Com’è composto Obama, tirato eppure sereno, mentre arriva con al fianco Biden, “la mia prima decisione e la migliore”, e poi mentre saluta e ringrazia per l’ultima volta con a fianco Michelle, e com’è accigliato Trump mentre promette l’isolamento dell’America dal mondo. Com’è altera Michelle, com’è solare il ricordo del suo vestito color oro di otto anni fa al confronto del rosso cupo di oggi, e come sembra fuori tempo la bellezza celestiale di Melania al confronto del suo black style che aveva rivoluzionato le copertine dei femminili: un salto estetico che dice il salto d’epoca, all’indietro.

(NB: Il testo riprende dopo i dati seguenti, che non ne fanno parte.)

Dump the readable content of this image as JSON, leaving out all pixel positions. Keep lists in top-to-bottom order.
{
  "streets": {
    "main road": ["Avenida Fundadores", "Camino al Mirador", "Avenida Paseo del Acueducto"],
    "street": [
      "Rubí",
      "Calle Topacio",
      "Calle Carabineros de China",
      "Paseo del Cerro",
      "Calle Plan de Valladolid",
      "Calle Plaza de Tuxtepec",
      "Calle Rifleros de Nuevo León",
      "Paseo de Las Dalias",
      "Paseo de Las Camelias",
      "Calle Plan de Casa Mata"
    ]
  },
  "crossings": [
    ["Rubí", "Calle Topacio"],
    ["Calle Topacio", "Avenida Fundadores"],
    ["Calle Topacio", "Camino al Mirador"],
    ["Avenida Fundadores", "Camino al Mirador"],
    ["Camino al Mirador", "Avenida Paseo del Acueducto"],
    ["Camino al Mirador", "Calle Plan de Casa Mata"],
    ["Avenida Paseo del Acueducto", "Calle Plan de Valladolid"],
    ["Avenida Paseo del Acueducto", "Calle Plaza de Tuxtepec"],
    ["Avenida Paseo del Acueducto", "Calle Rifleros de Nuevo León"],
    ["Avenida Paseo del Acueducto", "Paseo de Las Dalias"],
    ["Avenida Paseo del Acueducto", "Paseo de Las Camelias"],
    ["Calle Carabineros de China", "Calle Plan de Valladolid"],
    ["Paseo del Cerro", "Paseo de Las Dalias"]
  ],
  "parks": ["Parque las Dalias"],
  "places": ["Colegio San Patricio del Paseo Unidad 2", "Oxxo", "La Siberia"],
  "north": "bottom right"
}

Com’è strana la scena di Washington divisa in due, la parata da una parte e i black bloc dall’altra, che manda all’aria il rito della tranquilla democrazia dell’alternanza e mostra un paese lacerato e incredulo, con una parte che in quel rito non trova riconoscimento e promette rifiuto e resistenza, fuck Trump e il suo minuetto melenso davanti a Hillary che s’è presentata di nuovo di bianco vestita, perché il bianco è il colore delle suffragette e la marcia delle donne mostrerà al presidente qual è il limite che non può oltrepassare.
Com’è fragile l’America first che Trump ci prospetta, l’America che si immagina great again come se davvero fosse diventata piccola, l’America che molla gli alleati perché sono cattivi pagatori, l’America che proteggerà i suoi prodotti dalla valuta altrui e i suoi confini dalle “disfatte” altrui, l’America che smette di sognare e si dà “due semplici regole, compra americano, assumi americano”, l’America che “si farà guidare solo dall’orgoglio nazionale” e che finalmente chiama il nemico col nome che Obama non ha mai voluto concedere, “terrorismo islamico radicale”, l’America che “non dovrà temere nulla” perché basterà a se stessa. Dio benedica l’America, e che stavolta la benedica davvero.